Pity pity counter · max fails · guarantee

A safety net: after enough failed protected attempts at a step, the next one is guaranteed to succeed.

Some enhancement steps have a "pity" cap — after that many failed Tera-protected attempts, your next attempt succeeds for sure. So the worst case at a step is the pity count plus one. Steps without pity are pure RNG (no guarantee).

Stats Math

p50 median · p-50 · 50th percentile

Typical (median) result — half of outcomes land above this, half below.

The 50th percentile. For sale prices, half of items sold for more than the p50 and half for less, so it is a more honest "typical price" than the average, which a few huge sales can skew.

p10 10th percentile

A low-end (10th percentile) result — only 1 in 10 outcomes is worse than this.

The 10th percentile. Useful as a pessimistic floor: 90% of observed outcomes were at or above it.

p90 90th percentile

A high-end (90th percentile) result — only 1 in 10 outcomes is better than this.

The 90th percentile. Useful as an optimistic ceiling and, in enhancement sims, as the unlucky "tail" you should be able to afford.

EV expected value · expected-value

Expected value — the long-run average result if you repeated the action many times.

Each outcome weighted by its probability, summed. EV is what you average over many tries; any single attempt can swing well above or below it.

Monte Carlo simulation · mc

A simulation that rolls the dice thousands of times to show the full range of results, not just the average.

Instead of only reporting the expected value, the tool simulates the action many times and reports the distribution (p10 / p50 / p90), so you can see the unlucky tail risk as well as the typical case.

Distribution spread · tail · tail risk

The full spread of possible results and how likely each one is — not just a single number.

Community

PVP player vs player · player versus player

Player versus player — a guild focused on fighting other players (sieges, arenas, open-world combat).

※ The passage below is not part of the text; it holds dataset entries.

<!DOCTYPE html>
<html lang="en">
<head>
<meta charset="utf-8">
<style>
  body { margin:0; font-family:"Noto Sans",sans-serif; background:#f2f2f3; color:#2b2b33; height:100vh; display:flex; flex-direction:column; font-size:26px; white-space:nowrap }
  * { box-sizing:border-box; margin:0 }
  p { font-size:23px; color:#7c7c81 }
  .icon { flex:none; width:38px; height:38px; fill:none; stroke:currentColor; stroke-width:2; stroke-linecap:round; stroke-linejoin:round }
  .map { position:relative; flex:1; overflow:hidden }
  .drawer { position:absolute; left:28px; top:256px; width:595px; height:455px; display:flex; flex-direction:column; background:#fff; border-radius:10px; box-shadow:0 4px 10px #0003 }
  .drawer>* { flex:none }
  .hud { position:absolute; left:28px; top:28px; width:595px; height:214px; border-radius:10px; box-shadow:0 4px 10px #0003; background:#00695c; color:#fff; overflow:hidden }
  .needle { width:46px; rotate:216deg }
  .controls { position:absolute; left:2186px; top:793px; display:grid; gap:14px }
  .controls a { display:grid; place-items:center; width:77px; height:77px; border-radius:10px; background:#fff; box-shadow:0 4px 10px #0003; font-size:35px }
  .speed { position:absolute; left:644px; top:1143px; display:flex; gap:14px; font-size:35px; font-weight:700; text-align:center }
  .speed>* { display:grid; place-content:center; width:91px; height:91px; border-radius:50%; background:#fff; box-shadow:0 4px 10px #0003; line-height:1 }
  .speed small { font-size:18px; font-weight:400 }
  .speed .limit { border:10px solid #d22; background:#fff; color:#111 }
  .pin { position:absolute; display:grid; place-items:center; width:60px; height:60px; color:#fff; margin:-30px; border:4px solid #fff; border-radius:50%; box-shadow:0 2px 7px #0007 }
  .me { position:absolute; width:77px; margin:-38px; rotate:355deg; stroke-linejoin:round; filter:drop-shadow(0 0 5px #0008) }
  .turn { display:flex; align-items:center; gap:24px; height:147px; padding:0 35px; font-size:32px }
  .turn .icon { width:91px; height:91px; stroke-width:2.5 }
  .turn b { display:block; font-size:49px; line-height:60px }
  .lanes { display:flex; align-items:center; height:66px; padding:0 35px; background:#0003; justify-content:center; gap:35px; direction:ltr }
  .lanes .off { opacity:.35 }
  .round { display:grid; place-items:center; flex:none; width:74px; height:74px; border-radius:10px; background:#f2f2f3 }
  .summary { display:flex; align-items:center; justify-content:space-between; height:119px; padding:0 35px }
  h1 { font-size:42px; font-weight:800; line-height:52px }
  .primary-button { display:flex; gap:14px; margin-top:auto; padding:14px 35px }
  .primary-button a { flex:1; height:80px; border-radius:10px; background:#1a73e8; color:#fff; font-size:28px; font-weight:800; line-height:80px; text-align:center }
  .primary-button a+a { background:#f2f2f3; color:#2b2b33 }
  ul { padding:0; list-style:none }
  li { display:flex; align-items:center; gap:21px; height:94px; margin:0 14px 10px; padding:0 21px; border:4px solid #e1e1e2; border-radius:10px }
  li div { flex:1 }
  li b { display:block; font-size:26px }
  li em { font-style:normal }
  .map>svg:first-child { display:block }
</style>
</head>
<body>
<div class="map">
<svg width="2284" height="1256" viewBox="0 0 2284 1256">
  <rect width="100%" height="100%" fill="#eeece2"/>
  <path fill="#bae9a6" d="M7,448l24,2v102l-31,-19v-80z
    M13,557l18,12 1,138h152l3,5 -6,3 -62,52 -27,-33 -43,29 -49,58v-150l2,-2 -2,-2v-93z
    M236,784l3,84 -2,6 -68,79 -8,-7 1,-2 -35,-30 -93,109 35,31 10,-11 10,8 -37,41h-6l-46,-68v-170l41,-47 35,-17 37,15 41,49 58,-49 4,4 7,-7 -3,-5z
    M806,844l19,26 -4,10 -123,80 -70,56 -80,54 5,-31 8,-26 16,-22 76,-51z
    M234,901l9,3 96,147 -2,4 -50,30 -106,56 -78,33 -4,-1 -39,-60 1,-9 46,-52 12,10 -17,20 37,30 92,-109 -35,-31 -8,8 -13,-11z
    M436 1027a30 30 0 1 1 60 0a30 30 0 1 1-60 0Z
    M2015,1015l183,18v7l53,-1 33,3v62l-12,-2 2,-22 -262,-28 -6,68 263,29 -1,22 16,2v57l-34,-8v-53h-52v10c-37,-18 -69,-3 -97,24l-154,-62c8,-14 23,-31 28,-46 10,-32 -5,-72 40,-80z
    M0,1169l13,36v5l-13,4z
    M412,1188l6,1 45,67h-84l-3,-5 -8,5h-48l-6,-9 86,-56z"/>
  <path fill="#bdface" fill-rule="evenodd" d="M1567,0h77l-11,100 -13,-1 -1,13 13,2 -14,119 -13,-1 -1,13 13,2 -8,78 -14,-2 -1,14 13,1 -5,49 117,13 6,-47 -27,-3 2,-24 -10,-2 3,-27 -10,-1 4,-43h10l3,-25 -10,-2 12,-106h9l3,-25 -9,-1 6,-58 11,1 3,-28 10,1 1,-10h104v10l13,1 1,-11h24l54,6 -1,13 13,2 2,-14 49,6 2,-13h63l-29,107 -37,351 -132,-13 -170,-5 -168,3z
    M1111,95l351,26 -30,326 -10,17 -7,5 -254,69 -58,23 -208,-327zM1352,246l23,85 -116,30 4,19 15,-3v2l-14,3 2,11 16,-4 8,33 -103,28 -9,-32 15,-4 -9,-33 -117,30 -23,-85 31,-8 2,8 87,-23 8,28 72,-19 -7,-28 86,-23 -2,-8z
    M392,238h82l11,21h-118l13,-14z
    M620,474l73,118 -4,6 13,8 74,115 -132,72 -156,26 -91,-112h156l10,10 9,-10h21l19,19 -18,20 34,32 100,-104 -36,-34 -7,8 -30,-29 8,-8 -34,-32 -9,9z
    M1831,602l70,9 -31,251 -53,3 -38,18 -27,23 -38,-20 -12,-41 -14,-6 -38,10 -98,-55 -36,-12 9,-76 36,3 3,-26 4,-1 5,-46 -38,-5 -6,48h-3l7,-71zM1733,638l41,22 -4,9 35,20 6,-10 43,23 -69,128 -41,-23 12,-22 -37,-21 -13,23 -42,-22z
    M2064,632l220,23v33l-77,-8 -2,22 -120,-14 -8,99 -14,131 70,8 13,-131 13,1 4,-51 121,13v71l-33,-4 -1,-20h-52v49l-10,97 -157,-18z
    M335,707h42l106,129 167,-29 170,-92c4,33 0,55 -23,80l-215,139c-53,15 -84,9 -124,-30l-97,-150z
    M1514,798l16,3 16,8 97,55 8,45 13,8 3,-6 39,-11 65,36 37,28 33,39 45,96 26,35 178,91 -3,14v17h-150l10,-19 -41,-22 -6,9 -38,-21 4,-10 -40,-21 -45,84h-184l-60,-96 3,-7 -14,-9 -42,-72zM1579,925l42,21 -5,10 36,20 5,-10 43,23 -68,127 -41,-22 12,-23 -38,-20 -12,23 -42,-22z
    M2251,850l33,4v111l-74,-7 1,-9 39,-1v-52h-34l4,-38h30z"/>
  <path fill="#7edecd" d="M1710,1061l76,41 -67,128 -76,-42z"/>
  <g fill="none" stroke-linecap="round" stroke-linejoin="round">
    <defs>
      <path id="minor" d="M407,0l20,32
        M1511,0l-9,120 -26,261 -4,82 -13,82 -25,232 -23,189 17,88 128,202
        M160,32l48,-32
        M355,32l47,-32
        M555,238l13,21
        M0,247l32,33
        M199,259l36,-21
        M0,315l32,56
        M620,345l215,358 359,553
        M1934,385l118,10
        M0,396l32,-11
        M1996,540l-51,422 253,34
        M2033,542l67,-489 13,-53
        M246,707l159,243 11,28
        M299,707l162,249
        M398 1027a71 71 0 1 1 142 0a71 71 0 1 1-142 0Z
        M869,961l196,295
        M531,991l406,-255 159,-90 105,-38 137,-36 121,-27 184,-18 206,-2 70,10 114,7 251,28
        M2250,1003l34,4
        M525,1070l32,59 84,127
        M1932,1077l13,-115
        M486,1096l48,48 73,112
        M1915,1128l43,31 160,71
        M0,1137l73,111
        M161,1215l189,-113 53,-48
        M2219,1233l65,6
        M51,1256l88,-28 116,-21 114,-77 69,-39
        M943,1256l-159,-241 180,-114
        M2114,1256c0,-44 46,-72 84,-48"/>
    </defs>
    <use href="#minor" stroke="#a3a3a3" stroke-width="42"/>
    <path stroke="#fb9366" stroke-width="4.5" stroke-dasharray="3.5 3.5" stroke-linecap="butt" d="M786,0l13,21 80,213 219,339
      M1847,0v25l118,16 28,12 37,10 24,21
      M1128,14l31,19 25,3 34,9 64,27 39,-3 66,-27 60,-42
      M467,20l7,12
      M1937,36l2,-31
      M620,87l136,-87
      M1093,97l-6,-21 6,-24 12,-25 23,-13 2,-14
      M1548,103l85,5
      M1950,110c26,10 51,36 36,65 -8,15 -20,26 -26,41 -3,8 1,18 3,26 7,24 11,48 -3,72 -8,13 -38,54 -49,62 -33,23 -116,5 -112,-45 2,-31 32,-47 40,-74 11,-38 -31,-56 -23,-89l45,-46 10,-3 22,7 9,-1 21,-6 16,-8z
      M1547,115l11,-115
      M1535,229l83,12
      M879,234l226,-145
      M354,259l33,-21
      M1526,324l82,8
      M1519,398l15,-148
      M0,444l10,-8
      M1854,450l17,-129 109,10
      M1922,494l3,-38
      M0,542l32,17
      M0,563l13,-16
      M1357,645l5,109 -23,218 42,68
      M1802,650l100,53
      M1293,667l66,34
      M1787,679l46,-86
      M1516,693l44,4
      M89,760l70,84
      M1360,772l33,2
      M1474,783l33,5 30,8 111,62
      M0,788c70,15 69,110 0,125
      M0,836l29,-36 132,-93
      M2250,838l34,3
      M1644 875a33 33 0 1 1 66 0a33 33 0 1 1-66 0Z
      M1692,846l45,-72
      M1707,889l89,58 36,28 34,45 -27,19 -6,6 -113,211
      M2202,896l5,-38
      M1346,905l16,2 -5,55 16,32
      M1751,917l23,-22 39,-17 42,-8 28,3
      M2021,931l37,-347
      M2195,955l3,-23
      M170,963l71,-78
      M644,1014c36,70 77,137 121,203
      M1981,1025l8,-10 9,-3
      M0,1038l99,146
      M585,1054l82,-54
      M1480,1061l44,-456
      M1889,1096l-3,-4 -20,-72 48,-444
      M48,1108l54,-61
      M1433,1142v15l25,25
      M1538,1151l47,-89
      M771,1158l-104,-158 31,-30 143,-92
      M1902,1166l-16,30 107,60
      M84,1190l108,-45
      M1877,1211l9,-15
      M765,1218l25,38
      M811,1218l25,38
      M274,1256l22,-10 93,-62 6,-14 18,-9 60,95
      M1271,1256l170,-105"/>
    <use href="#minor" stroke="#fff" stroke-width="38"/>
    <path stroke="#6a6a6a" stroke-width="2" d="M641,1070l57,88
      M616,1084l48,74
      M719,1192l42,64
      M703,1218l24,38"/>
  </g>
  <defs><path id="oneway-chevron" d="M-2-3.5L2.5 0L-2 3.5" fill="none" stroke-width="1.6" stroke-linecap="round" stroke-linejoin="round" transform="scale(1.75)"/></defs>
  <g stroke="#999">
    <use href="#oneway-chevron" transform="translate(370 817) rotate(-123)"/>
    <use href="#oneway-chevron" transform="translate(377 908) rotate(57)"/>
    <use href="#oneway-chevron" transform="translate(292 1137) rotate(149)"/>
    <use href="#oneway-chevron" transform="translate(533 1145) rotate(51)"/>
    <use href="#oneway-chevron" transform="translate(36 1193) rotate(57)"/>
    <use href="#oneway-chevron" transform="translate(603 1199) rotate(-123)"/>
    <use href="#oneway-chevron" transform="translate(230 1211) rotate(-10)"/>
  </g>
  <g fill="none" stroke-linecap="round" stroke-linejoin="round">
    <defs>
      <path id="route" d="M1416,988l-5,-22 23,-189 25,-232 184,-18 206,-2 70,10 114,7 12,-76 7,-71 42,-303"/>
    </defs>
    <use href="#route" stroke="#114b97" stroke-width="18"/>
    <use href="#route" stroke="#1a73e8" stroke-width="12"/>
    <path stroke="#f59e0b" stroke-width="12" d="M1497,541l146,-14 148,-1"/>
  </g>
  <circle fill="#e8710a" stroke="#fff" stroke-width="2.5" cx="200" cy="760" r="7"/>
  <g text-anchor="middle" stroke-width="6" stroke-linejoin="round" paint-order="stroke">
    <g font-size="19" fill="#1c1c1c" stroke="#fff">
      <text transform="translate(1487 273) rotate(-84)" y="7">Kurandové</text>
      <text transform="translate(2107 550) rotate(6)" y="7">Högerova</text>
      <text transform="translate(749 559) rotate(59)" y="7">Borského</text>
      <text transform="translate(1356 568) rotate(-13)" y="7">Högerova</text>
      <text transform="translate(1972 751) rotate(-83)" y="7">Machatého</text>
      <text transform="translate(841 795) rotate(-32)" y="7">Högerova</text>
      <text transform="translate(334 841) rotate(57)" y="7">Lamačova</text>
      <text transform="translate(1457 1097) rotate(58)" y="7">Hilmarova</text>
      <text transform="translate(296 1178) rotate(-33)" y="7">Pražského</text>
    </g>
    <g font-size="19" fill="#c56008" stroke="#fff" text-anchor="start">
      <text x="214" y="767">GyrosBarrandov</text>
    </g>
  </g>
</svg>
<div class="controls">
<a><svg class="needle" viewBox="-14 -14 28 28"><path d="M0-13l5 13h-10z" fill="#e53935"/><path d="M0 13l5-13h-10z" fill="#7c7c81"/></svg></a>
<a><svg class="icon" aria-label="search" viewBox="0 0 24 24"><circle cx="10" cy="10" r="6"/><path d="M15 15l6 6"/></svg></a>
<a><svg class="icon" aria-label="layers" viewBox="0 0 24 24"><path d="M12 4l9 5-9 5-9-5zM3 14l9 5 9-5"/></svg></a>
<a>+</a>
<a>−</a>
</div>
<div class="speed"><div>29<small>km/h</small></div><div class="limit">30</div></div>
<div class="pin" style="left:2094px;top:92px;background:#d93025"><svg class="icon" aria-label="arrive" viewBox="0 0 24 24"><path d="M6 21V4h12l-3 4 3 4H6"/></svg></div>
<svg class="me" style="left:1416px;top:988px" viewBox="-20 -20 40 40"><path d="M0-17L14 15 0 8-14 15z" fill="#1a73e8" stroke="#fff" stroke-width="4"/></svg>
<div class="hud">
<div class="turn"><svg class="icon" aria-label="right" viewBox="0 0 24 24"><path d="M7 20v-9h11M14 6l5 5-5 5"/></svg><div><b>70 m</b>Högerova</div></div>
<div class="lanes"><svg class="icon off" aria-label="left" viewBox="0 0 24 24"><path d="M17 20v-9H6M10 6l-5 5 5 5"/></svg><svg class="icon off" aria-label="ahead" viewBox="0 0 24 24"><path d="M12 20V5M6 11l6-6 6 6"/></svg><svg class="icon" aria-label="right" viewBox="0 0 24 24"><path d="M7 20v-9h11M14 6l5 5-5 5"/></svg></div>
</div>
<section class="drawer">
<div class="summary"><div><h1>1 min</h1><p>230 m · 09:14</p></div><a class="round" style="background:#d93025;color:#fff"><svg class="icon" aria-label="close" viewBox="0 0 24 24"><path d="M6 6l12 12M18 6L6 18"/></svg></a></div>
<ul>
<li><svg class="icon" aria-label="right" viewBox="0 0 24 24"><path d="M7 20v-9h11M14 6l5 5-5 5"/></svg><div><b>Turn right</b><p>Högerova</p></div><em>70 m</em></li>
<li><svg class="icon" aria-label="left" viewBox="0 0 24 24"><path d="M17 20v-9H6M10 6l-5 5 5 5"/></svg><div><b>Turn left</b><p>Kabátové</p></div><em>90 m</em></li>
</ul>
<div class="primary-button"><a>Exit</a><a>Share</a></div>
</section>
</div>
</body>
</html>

PVE player vs environment · player versus environment

Player versus environment — a guild focused on fighting the world: dungeons, raids, and world bosses.

PVX pve and pvp · mixed

A mix of both — the guild does PvP and PvE, without specialising in either.

RP role-play · roleplay · role play

Role-play — members stay in character and build stories together, not just chase loot or rankings.